4. £2,543,000, Armaments and Engineer Stores."

MR. FORSTER

said he would like to draw attention to the question of rewards to inventors. When he was one of the Junior Lords of the Treasury, it fell to his lot to have to sit as one of the so-called judges in two arbitration cases in a dispute between the War Office and two inventors. It struck him in those eases that there was an extraordinary lack of system in the arrangements between the War Office and their inventors as to the remuneration which they ought to receive. He did not wish to infer that he had any cut and dried plan to suggest to the right hon. Gentleman, nor did he think it was his business to make such a suggestion. But, speaking from the short experience he had had of this matter, he did think there was room for very great improvement both in the method and in the manner of treating these inventors at the War Office. So far as he could see, there was nobody whose business it was to look into the question of those inventions, and nobody who was really qualified to say whether or not the patent was a good one. The suggestion was made in one of the cases with which he had to deal that if the War Office had examined the patent more thoroughly when the arrangement with the inventor was made it might have been found that the patent was not a patent at all. He believed the right hon. Gentleman had a large experience of patent cases, amongst others, and he would no doubt be able to express a very valuable opinion as to whether patents were good or not. He did not suggest for a moment that all these cases could come before the right hon. Gentleman personally, but he thought they ought to ask him to turn, his attention to this matter, to see whether some really business like system could not be found whereby the patents should be subjected to close scrutiny when brought to the War Office, and if a patent were found to be worth taking up the patentee should not be left to starve and to cherish a sense of wrong. He was quite sure that if the War Office and other Government Departments would be a little more generous to inventors it would tempt them to bring the results of their ingenuity more frequently to the service of the State.

MR. HALDANE

said the hon. Gentleman had raised two distinct questions, namely, that of dealing with inventors generally, and the question of the position of the inventor who had taken out a patent, which, under a section of the Patent Act, the Government was entitled to use. The ordinary inventor was completely within his right in keeping his patent to himself as the law now stood, but there was an exception to that right in the case of the Government, who could use any patent of any inventor. In the cases mentioned by the hon. Gentleman there was, he presumed, a difference of opinion, and the matter was referred to the Treasury. A point that had always remained obscure between the Treasury and the War Office was whether the Treasury ought to take any account of the question whether the patent was a good one before it came to them or not.
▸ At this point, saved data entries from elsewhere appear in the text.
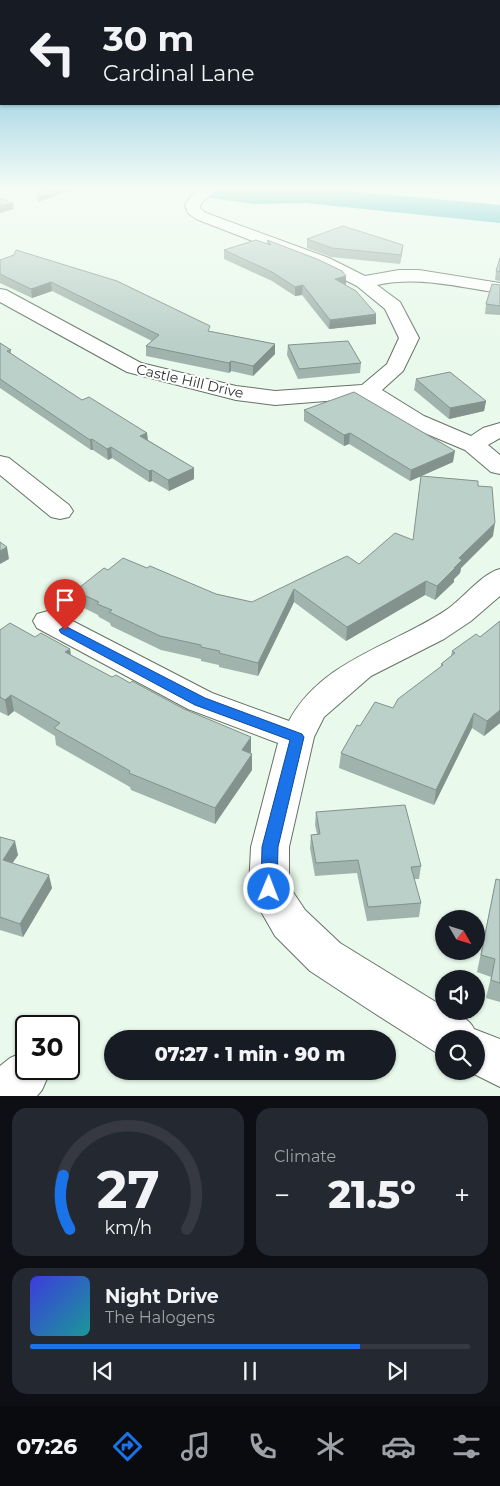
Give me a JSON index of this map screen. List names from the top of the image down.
{
  "streets": {
    "street": ["Castle Hill Drive"]
  },
  "north": "bottom right",
  "page": {
    "turn": ["30 m", "Cardinal Lane"],
    "limit": "30",
    "trip": "07:27 · 1 min · 90 m",
    "tile": "Climate",
    "heat": ["−", "21.5°", "+"],
    "song": ["Night Drive", "The Halogens"],
    "tabs": "07:26",
    "gauge": ["27", "km/h"]
  }
}
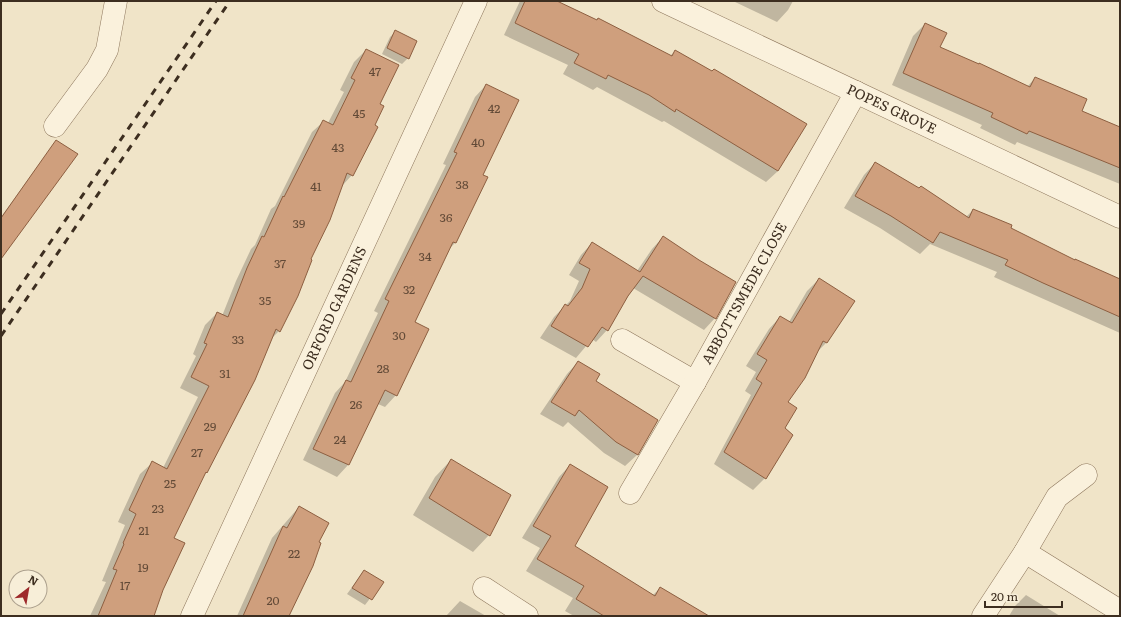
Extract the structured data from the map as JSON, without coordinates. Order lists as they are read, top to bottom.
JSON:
{
  "streets": {
    "street": ["POPES GROVE", "ABBOTTSMEDE CLOSE", "ORFORD GARDENS"]
  },
  "crossings": [
    ["POPES GROVE", "ABBOTTSMEDE CLOSE"]
  ],
  "house_numbers": [
    "47",
    "42",
    "45",
    "40",
    "43",
    "38",
    "41",
    "36",
    "39",
    "34",
    "37",
    "32",
    "35",
    "30",
    "33",
    "28",
    "31",
    "26",
    "29",
    "24",
    "27",
    "25",
    "23",
    "21",
    "22",
    "19",
    "17",
    "20"
  ],
  "scale_bar": "20 m",
  "north": "top right"
}
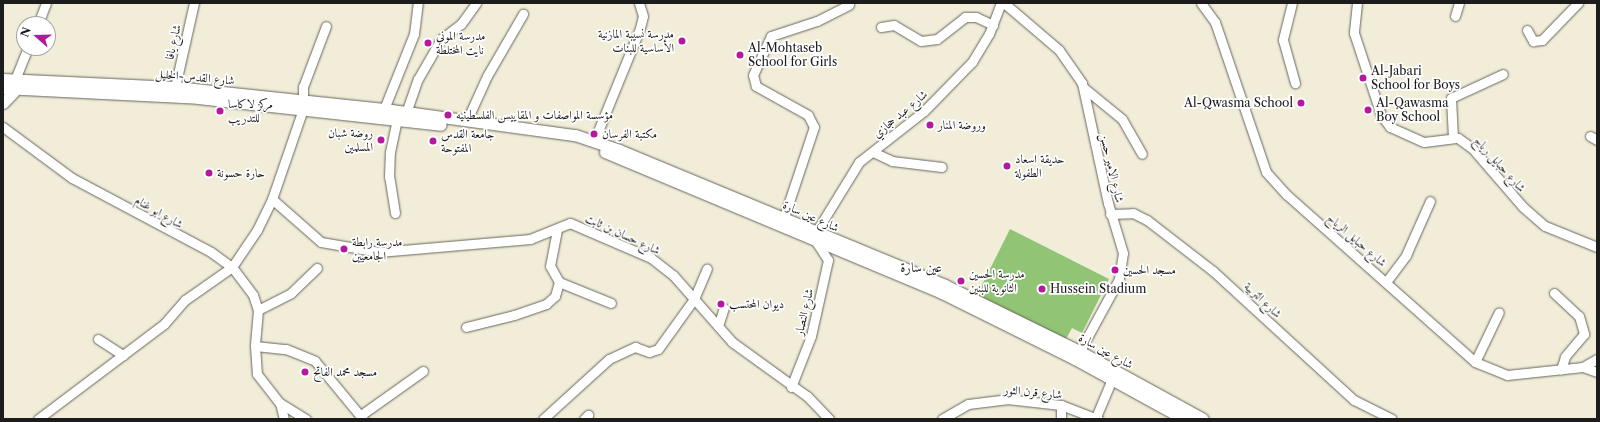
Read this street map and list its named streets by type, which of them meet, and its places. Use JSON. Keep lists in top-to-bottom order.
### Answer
{
  "streets": {
    "main road": ["شارع القدس-الخليل", "شارع عين سارة"],
    "street": [
      "شارع يافا",
      "شارع عبد حجازي",
      "شارع حبايل رياح",
      "شارع الامير حسن",
      "شارع ابو غنام",
      "شارع حسان بن ثابت",
      "شارع حبايل الرياح",
      "شارع التربية",
      "شارع النصار",
      "شارع قرن الثور"
    ]
  },
  "crossings": [
    ["شارع يافا", "شارع القدس-الخليل"],
    ["شارع القدس-الخليل", "شارع عين سارة"],
    ["شارع عبد حجازي", "شارع عين سارة"],
    ["شارع عبد حجازي", "شارع النصار"],
    ["شارع الامير حسن", "شارع عين سارة"],
    ["شارع الامير حسن", "شارع التربية"],
    ["شارع عين سارة", "شارع النصار"],
    ["شارع حسان بن ثابت", "شارع النصار"]
  ],
  "districts": ["عين سارة"],
  "places": [
    "مدرسة نسيبة المازنية الأساسية للبنات",
    "مدرسة الموني نايت المختلطة",
    "Al-Mohtaseb School for Girls",
    "Al-Jabari School for Boys",
    "Al-Qwasma School",
    "Al-Qawasma Boy School",
    "مركز لاكاسا للتدريب",
    "مؤسسة المواصفات و المقاييس الفلسطينيه",
    "وروضة المنار",
    "مكتبة الفرسان",
    "روضة شبان المسلمين",
    "جامعة القدس المفتوحة",
    "حديقة اسعاد الطفولة",
    "حارة حسونة",
    "مدرسة رابطة الجامعيين",
    "مسجد الحسين",
    "مدرسة الحسين الثانوية للبنين",
    "Hussein Stadium",
    "ديوان المحتسب",
    "مسجد محمد الفاتح"
  ],
  "north": "left"
}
He had a very strong view that in ascertaining the amount due to an inventor when they used his patent they ought to take into account whether it was a valid, one or not. The hon. Gentleman had suggested that the Treasury were not the proper authority to ascertain the validity of patents, but he thought the same observation might be made of the War Office, and the only way of ascertaining the validity of a patent was the costly luxury of a Chancery suit. Therefore, before the question could be put upon a proper footing an amendment of the law dealing with patents generally, and not merely those used by the War Office, was necessary. It was one of the most difficult things in the world to assess value. On the one hand, there was the estimate of those who had to use the invention, and on the other hand there was the estimate of the inventor, who thought that nothing on earth had ever approached it in merit, the result being that there was extraordinary diversity of opinion, and it was impossible to get any standard which would satisfy everyone. one. The War Office felt that they always paid too much and the inventor thought that they always paid too little. He himself tried to arrive at some kind of rough estimate, and left the inventor and the officials of the War Office to worry it out themselves, and they generally succeeded in getting some sort of rough result. He was afraid that was all the light he could throw on a somewhat unsatisfactory and complicated topic.

MR. MORTON

requested some explanation of the item of £1,000 for fees to civil members of the Ordnance Committee, and the item of £1,450 for fees to members of the Explosives Committee. He also asked whether the items for civilian photographer and assistant photographer were now items placed upon the Army Votes.

*MR. HIGHAM (Yorkshire, W.K., Sowerby)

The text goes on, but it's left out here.